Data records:
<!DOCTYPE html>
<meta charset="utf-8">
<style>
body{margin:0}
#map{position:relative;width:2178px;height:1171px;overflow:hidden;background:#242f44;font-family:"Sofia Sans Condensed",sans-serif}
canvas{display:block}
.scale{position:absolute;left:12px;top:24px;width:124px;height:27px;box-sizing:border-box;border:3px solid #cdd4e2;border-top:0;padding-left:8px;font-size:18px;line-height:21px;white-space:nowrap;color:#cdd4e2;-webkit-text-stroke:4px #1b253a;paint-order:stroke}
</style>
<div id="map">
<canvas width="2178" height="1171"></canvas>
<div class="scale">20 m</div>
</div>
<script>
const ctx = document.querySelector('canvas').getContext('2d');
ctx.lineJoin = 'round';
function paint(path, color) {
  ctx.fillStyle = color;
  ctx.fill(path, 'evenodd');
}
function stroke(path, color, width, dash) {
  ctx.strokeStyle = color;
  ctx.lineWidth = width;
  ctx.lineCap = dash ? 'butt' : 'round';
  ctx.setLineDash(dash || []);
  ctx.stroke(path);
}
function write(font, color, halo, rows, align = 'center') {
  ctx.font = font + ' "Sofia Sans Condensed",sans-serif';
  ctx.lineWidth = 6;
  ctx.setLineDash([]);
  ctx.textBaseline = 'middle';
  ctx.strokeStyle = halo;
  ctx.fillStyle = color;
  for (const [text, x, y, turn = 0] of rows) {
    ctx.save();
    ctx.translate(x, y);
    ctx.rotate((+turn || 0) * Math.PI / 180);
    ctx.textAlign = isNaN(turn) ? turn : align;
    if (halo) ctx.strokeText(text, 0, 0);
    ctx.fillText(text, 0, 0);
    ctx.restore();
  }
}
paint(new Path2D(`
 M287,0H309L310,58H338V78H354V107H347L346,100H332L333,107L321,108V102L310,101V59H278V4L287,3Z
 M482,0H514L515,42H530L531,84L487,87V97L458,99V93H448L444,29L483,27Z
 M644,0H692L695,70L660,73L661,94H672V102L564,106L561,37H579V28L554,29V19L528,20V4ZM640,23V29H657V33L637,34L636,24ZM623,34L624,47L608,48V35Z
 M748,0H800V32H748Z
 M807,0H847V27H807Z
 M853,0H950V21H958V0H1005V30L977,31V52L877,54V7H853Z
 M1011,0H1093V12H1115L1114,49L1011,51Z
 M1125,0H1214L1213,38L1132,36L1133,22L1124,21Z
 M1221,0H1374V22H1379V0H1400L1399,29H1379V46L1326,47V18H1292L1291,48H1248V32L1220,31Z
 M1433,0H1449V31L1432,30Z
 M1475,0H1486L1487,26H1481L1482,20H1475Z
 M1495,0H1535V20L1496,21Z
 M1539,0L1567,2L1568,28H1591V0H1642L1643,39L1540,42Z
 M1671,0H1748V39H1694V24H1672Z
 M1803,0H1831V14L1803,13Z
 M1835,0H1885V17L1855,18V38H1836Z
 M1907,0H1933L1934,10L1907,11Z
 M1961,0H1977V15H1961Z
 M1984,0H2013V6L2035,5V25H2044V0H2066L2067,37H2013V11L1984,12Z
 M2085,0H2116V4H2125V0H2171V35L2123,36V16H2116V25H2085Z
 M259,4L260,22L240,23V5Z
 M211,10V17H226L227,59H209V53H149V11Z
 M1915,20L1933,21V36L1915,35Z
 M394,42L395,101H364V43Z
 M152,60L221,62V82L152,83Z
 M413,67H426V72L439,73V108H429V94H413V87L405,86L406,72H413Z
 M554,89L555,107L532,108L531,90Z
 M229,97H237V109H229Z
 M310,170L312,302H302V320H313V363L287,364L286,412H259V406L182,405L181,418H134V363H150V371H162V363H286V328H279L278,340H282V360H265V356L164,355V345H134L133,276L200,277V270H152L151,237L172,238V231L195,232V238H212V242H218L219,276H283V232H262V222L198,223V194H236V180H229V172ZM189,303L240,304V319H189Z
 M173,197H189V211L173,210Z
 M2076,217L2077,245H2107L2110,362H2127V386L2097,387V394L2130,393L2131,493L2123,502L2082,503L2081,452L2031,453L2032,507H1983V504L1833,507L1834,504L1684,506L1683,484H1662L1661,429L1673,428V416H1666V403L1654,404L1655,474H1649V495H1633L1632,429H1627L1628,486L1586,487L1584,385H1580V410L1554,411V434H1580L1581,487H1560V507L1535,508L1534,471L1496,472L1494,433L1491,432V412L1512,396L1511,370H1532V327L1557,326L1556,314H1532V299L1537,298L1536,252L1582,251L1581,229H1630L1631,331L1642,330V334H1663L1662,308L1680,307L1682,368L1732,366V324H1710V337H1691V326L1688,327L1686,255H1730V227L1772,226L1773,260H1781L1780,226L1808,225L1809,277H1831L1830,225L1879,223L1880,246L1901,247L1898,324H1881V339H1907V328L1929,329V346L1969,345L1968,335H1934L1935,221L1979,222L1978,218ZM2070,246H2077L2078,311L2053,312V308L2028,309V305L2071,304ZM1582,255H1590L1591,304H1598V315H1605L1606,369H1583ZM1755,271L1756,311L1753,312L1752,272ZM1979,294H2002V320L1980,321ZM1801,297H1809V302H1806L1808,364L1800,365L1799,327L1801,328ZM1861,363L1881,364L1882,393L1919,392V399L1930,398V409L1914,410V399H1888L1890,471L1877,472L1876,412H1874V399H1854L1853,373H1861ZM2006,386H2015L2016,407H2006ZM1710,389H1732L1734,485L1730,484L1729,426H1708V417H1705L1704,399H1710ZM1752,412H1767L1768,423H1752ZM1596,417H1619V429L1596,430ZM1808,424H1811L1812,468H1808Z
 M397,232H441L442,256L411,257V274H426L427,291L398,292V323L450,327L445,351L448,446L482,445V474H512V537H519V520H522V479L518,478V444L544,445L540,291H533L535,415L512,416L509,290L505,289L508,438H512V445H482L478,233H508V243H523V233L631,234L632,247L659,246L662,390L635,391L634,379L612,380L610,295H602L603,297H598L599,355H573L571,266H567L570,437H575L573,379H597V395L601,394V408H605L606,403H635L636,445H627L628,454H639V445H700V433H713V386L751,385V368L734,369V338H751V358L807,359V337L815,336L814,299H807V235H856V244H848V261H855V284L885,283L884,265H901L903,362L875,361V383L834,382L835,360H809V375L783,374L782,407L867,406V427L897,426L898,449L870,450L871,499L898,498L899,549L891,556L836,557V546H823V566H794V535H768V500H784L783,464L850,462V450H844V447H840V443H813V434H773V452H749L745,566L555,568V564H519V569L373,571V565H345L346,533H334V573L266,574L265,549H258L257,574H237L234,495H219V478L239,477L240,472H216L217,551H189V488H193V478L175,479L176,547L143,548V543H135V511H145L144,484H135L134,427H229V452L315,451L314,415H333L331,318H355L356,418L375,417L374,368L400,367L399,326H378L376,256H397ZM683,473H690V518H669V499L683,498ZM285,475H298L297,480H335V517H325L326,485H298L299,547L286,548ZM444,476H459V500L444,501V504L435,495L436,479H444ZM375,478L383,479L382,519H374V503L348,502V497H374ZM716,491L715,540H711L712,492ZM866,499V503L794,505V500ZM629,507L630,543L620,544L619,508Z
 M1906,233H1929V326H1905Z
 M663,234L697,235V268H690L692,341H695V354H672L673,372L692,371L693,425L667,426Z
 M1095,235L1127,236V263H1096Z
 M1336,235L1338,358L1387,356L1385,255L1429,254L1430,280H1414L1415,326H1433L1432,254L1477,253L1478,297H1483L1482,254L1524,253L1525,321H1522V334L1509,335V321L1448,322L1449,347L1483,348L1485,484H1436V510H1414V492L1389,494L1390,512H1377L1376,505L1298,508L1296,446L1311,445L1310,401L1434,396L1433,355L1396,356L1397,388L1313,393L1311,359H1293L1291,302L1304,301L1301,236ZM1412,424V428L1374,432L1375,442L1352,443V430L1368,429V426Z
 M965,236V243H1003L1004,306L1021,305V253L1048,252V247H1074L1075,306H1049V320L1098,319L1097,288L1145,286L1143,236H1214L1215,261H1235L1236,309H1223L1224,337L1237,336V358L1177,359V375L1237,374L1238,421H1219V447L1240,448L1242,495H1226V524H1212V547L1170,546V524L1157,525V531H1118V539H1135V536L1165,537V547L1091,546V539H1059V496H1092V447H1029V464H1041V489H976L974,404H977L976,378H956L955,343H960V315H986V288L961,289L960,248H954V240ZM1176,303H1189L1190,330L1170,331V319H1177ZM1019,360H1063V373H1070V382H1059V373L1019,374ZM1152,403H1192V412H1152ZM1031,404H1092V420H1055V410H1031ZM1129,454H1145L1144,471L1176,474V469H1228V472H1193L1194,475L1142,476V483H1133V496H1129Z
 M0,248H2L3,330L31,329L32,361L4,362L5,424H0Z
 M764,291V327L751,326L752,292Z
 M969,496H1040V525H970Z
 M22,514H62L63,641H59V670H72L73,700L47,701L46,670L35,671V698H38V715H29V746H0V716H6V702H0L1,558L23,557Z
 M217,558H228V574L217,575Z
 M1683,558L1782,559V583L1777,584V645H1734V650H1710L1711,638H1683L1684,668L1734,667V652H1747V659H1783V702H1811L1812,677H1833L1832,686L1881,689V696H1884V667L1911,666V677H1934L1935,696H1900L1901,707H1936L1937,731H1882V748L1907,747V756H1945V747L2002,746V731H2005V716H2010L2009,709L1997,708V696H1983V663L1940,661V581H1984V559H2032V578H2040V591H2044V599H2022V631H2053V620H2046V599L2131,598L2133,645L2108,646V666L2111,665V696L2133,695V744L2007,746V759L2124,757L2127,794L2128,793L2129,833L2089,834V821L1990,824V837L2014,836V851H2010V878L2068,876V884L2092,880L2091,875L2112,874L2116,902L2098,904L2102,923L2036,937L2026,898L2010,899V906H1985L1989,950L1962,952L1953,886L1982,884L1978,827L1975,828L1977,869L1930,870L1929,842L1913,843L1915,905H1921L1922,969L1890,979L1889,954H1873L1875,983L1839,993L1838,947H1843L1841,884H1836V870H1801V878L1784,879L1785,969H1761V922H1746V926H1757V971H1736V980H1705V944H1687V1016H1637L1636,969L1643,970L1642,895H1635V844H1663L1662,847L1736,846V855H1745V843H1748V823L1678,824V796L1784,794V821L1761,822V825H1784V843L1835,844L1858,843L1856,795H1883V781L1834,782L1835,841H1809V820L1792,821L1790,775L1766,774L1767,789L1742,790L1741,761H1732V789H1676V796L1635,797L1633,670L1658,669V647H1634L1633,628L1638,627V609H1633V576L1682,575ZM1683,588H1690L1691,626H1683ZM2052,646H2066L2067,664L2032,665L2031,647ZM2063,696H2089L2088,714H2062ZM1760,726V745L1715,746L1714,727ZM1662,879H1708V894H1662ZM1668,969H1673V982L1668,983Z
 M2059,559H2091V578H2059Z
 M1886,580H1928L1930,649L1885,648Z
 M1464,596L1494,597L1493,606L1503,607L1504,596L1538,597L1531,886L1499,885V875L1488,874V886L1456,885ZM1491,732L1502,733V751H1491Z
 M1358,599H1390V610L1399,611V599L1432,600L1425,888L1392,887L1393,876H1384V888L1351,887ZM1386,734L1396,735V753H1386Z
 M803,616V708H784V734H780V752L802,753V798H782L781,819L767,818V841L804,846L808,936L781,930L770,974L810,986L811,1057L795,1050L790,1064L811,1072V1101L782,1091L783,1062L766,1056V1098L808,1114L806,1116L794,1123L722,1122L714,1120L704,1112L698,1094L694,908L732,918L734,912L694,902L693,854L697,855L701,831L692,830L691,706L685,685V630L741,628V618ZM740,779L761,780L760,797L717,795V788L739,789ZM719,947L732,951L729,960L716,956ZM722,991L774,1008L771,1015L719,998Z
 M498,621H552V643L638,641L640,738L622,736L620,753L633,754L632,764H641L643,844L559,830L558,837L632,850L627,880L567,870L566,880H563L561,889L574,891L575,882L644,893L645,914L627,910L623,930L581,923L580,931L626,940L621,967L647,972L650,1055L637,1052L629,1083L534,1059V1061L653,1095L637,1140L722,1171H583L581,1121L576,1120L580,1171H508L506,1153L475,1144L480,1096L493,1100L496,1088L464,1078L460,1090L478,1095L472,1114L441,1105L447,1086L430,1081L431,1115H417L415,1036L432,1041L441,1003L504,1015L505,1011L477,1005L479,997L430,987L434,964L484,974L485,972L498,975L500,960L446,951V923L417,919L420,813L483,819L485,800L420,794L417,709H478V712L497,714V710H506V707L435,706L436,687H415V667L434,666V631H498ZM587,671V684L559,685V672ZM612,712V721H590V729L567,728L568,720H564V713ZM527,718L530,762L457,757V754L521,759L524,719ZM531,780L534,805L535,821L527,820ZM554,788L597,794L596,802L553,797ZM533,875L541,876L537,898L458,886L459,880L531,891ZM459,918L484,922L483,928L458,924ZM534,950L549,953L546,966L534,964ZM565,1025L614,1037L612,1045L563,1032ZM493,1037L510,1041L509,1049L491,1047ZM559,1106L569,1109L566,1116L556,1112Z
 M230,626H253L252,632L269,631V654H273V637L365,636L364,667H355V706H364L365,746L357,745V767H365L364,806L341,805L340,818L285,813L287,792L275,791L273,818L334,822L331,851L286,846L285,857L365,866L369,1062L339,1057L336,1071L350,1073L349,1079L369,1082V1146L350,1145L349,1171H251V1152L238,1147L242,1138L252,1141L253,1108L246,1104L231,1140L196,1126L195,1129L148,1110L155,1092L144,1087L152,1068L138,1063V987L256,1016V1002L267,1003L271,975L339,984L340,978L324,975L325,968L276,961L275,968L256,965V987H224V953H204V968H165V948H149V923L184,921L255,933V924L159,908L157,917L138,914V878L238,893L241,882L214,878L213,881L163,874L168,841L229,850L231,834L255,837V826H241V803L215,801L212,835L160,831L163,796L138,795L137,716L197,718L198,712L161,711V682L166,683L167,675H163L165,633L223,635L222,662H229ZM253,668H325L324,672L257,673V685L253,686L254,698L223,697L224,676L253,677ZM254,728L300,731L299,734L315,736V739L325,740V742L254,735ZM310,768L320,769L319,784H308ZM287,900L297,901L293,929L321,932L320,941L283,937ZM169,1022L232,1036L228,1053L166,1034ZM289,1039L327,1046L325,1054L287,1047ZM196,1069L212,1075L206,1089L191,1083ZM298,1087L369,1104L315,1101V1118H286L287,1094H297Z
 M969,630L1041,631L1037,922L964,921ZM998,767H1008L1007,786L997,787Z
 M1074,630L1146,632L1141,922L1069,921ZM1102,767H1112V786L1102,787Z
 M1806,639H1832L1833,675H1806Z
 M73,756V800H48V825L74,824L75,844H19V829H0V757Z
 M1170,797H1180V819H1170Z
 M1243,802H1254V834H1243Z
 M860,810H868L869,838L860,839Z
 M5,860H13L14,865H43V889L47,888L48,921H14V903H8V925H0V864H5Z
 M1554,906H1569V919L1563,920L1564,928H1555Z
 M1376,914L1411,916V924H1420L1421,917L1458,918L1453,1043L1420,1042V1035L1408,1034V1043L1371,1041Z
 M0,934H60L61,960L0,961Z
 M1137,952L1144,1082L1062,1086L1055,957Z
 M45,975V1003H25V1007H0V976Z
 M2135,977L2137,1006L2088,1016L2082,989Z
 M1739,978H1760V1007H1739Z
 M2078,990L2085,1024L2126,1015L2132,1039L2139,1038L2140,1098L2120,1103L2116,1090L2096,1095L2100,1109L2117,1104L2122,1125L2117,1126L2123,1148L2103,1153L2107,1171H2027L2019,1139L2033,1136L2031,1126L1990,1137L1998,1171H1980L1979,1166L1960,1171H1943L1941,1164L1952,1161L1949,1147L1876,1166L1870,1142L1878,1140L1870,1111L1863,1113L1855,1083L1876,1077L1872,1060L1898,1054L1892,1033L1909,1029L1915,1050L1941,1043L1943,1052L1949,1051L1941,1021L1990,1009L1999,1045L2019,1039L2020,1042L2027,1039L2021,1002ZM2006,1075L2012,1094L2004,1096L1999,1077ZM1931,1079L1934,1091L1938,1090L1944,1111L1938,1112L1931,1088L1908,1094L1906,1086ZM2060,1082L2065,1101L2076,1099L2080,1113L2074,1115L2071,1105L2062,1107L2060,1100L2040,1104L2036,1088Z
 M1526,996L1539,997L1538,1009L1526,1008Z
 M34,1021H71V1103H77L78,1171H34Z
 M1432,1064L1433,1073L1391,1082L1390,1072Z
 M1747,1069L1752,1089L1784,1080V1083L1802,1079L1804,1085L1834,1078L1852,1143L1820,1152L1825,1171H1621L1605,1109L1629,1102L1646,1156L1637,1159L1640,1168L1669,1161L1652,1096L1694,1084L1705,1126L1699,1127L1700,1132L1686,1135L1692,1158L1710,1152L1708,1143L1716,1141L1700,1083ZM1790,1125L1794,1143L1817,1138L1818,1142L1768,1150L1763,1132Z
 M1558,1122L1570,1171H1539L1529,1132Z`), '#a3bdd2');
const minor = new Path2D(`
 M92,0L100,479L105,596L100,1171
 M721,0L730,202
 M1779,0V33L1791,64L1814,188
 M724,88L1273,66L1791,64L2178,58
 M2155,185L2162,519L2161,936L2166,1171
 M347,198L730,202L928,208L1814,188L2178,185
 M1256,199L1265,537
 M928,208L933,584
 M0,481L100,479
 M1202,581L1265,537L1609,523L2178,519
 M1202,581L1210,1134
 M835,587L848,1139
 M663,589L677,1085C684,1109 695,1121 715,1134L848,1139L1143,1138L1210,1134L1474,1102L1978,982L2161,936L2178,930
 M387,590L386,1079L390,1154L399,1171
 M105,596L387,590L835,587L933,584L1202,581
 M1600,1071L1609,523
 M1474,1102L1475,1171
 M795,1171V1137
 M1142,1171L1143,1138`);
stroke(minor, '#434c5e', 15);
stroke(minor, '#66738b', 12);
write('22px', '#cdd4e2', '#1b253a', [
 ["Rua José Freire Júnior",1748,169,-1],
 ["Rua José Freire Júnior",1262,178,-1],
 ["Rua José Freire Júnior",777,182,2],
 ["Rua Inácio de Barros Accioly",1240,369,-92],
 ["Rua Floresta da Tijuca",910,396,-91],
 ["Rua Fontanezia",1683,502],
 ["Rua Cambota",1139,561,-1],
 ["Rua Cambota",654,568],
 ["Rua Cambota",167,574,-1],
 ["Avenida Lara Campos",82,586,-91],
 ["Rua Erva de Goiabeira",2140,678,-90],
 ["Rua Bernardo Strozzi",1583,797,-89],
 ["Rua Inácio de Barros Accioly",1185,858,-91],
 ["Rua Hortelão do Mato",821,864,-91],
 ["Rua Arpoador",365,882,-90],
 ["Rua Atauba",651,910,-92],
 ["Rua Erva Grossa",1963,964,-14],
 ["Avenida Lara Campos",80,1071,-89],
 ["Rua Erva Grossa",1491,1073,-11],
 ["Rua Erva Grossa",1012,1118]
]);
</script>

PROBLEM TO SOLVE → In the records above, how many lines hold the string "strokeStyle"? Give the number only.

YOUR SOLUTION → 2